Drug Policy

DEA Finally Relaxes Prescription Transfer Rules

The change, while welcome, is modest and won't get rid of patients' headaches as they try to fill their prescriptions.


Those who take drugs on the Drug Enforcement Administration's (DEA) list of controlled substances can now have their prescriptions transferred to another pharmacy.

The revised rule, which was announced last week, went into effect on August 28. Before, any prescriptions for Schedule II–V drugs could only be filled at the pharmacy location where it was sent. The rule applies only to electronic prescriptions, and prescriptions for drugs not on the controlled substance list remain free to be transferred.

But the change, while welcome, is modest, and it won't relieve all patients' headaches as they try to fill their prescriptions.

Prior to this revision, if your doctor sent a prescription for codeine cough syrup to your preferred Walgreens but that pharmacy was out of stock, you couldn't just drive to the next closest Walgreens to fill it there; you would have to reach out to your doctor to cancel the original prescription and issue another one to the new location, a process the DEA referred to as "taxing and time consuming for both patients and practitioners."

The revision scraps the need to involve your prescribing physician, but that doesn't mean the process is streamlined: Even now, according to the DEA's announcement, "a prescription can only be transferred once between pharmacies." It further "must remain in its electronic form; may not be altered in any way; and the transfer must be communicated directly between two licensed pharmacists." And finally, "any authorized refills transfer with the original prescription, which means the entire prescription will be filled at the same pharmacy."

While the revision is a positive change over the prior rule, it doesn't go nearly far enough, especially as the U.S. approaches the first anniversary of a shortage of Adderall, a Schedule II drug used primarily to treat attention-deficit/hyperactivity disorder (ADHD) in both adults and children. As The New York Times reported last month, "Parents and caregivers across the country are spending hours each month hunting down pharmacies with A.D.H.D. medication in stock and asking their doctors to either transfer or rewrite prescriptions, a process many equate to having a second job." One mother eventually found her son's medicine but had to drive 40 miles to a pharmacy that could fill it.

One psychiatrist told the Times she often had to figure out "how to combine different strengths or formulations to get my patient their normal dose—or as close as we can." Jessi Gold, a psychiatrist and assistant professor at the Washington University School of Medicine in St. Louis, told Public Good News that doctors can't see which medicines are in stock at which pharmacies, so in the event of a shortage, the burden of locating a pharmacy with the right medicine in the right dosage falls to the patient.

"I'm aware that asking people with ADHD to have the ability to call people and organize around that when they don't have their medication is not a small task," Gold added.
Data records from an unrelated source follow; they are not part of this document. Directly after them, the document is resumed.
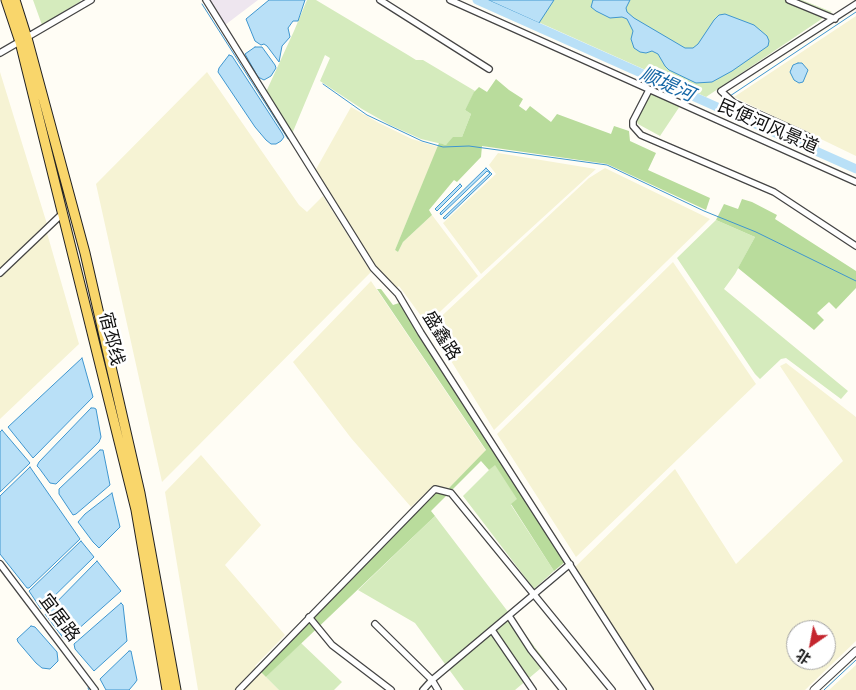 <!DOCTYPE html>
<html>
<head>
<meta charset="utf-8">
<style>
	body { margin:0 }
	#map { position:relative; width:856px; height:690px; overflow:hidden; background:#fffdf5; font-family:"Libre Baskerville","Noto Sans SC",serif }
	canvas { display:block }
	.north { position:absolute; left:786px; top:620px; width:50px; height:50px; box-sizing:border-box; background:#fff; border:1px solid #a0a0a0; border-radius:50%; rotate:213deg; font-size:14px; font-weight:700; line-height:20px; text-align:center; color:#111 }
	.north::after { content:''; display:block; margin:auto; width:18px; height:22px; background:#c4262e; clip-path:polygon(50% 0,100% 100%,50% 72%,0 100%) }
</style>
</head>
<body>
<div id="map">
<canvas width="856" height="690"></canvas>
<div class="north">北</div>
</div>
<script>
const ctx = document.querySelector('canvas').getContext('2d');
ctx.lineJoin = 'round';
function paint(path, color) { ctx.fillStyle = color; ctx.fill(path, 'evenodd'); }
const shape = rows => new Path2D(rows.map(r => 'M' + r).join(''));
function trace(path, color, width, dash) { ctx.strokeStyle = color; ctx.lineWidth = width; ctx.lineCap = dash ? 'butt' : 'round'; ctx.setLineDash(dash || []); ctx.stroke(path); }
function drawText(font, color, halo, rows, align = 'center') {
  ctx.font = font + ' "Libre Baskerville","Noto Sans SC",serif'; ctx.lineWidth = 5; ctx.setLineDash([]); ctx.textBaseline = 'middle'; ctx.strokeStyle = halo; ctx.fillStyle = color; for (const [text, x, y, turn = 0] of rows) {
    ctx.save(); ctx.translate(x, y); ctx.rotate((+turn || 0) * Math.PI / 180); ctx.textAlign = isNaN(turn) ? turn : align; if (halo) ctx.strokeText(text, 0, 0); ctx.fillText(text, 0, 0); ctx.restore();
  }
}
paint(shape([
	[209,0,258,0,225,25]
]), '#eee6ef');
paint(shape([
	[856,16,856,156,734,97],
	[0,72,47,224,0,269],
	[207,72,299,205,307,212,323,196,371,272,162,482,96,184],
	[351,107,379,123,412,139,438,147,395,250,398,252,403,242,432,215,478,276,427,324,399,286,396,288,391,281,390,282,373,265,315,171],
	[498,153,596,169,481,274,443,223,496,174,489,165],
	[605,168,710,219,494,430,430,327,589,178],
	[47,233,79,344,0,419,0,278],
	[673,262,756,384,576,557,497,434],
	[371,281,486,451,449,488,433,486,411,507,351,438,293,362],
	[786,363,856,417,856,641,805,690,654,690,575,567,675,469,736,564,843,461,780,366],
	[796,630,826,630,826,660,796,660],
	[201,455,261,525,225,565,285,635,255,666,279,690,198,690,165,492],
	[856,665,856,690,829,690]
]), '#f6f3d4');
paint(shape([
	[33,0,80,0,81,1,42,25],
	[307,0,316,0,408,55,416,60,423,60,475,91,465,110,471,114,462,137,446,145,421,139,390,125,362,109,320,81,330,58,325,55,292,134,266,92,294,31],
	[489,0,802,0,832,12,706,97],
	[650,92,680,106,660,136,638,124,636,120],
	[716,220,755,237,735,274,724,289,848,391,841,399,786,358,781,359,760,379,755,374,677,258],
	[495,464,518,499,511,505,554,571,534,589,463,496],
	[435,516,547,663,515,690,464,690,415,623,358,590],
	[301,643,342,682,334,690,279,690,266,677]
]), '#d5ebbd');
paint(shape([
	[496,79,509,90,523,99,519,106,526,111,530,106,551,122,557,114,611,134,614,126,629,131,630,141,656,153,648,170,710,198,706,210,607,164,482,146,481,157,457,182,454,180,429,210,432,215,403,242,398,252,395,250,439,143,446,145,453,137,462,137,471,114,465,110,474,92,479,87,487,92],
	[742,199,752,202,777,215,775,219,856,271,856,288,836,309,829,302,817,313,824,320,814,330,738,268,755,237,716,220,724,204,738,209],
	[377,289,381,289,393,305,399,303,565,562,554,571,511,504,517,499,495,465,489,470,481,461,451,491,449,488,486,450],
	[435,492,448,494,431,511,435,516,266,677,260,671]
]), '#b9dc9c');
const water = shape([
	[269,0,305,0,298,21,293,21,288,28,290,37,282,46,279,62,267,46,264,44,261,45,255,41,246,19,269,0],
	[488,0,554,0,539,23,488,0],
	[593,0,630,0,626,8,627,12,634,18,685,48,693,48,698,44,714,20,719,15,725,14,754,25,767,36,769,41,768,46,732,71,712,82,696,83,669,70,665,66,658,54,652,51,646,53,640,52,634,48,631,39,633,31,627,19,622,17,610,18,596,11,591,7,593,0],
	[255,47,262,47,275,65,276,68,271,76,264,80,258,77,245,54,255,47],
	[229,55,232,56,282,133,284,137,281,141,276,144,271,144,266,140,255,127,218,72,219,68,229,55],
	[798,63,802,63,808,70,803,82,799,83,794,80,790,72,793,65,798,63],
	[486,168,492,174,445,219,443,218,490,173,487,171,441,215,440,213,486,168],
	[460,184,462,186,437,211,435,209,460,184],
	[82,358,93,397,33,458,8,427,82,358],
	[91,408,94,408,96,409,101,437,99,442,56,484,50,483,39,468,37,466,39,462,91,408],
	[2,430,30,463,0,492,0,432,2,430],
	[100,450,103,450,110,485,76,514,73,515,59,494,59,489,100,450],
	[30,467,80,539,29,588,27,588,0,554,0,496,30,467],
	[112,493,120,527,99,548,93,542,78,522,85,514,112,493],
	[81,541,94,557,41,609,29,591,81,541],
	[97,561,121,591,67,639,64,639,45,614,97,561],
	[121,603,123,605,127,641,94,671,75,649,74,644,121,603],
	[31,626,35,627,57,652,58,661,50,669,42,668,36,663,18,642,17,639,31,626],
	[129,651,131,651,137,680,135,683,129,690,106,690,100,679,129,651]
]);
paint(water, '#b9e0f7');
trace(water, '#3f96cf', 1);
trace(shape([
	[202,4,288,139],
	[323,84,367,115,422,141,443,147,469,146,607,165,704,211,756,232,856,281],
	[730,96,856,12],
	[719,107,727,98],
	[88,688,89,690],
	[824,690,856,660]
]), '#3f96cf', 1);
trace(shape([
	[477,0,856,169]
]), '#b9e0f7', 9);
const minor = shape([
	[206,0,373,268,398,294,421,333,650,690],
	[380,0,489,69],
	[450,0,856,182],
	[789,0,835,19],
	[0,53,91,0],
	[649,90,633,121,633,126,641,135,774,192,856,246],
	[815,144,813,140,807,136,734,103,721,91,856,4],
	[0,273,63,213],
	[0,564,95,690],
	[509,616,531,650,563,690],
	[309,617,332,645,391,690],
	[375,624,432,680,438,690],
	[492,630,533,690],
	[239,690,435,489,451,493,612,690],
	[423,690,432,680,570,564]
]);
const tertiary = shape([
	[814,690,856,651]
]);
const primary = shape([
	[6,0,20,42,136,510,167,690],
	[15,0,27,38,85,253,140,493,176,690]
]);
trace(minor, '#444', 8);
trace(tertiary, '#444', 9);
trace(primary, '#222', 11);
trace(minor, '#fff', 5.5);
trace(tertiary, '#fff', 7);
trace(primary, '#f9d66b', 9);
drawText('18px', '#111', '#fff', [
	["民便河风景道",768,127,24],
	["盛鑫路",441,336,58],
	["宿邳线",111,339,76],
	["宜居路",59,618,53]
]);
drawText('italic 19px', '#1768a6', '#fff', [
	["顺堤河",667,85,24]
]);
</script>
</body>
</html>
The rule was intended to prevent "pharmacy shopping," or when a patient fills a single prescription at multiple pharmacies in order to get more pills than prescribed. But this treats all prescription-holders as potentially suspect, disadvantaging untold millions of legal drug users in order to slow down those who don't follow the rules. Jeffrey Singer, a practicing surgeon and a senior fellow at the Cato Institute, tweeted in response to the rule change that, "from the DEA's perspective, any person prescribed any narcotic is a drug dealer until proven otherwise."

Perhaps worst of all, the DEA seemed aware of this problem long before the Adderall shortage. As it noted in last week's announcement, the agency "published its intent to revise the process for transferring electronic prescriptions on November 19, 2021. The final rule was published in the federal register on July 27, 2023 and went into effect 30 days later."

In other words, about a year before the Food and Drug Administration announced an Adderall shortage, the DEA signaled its intent to relax the rule but then waited another nine months after that announcement to actually put the change into effect.

Meanwhile, desperate patients did the legwork themselves to find pharmacies that had what they needed.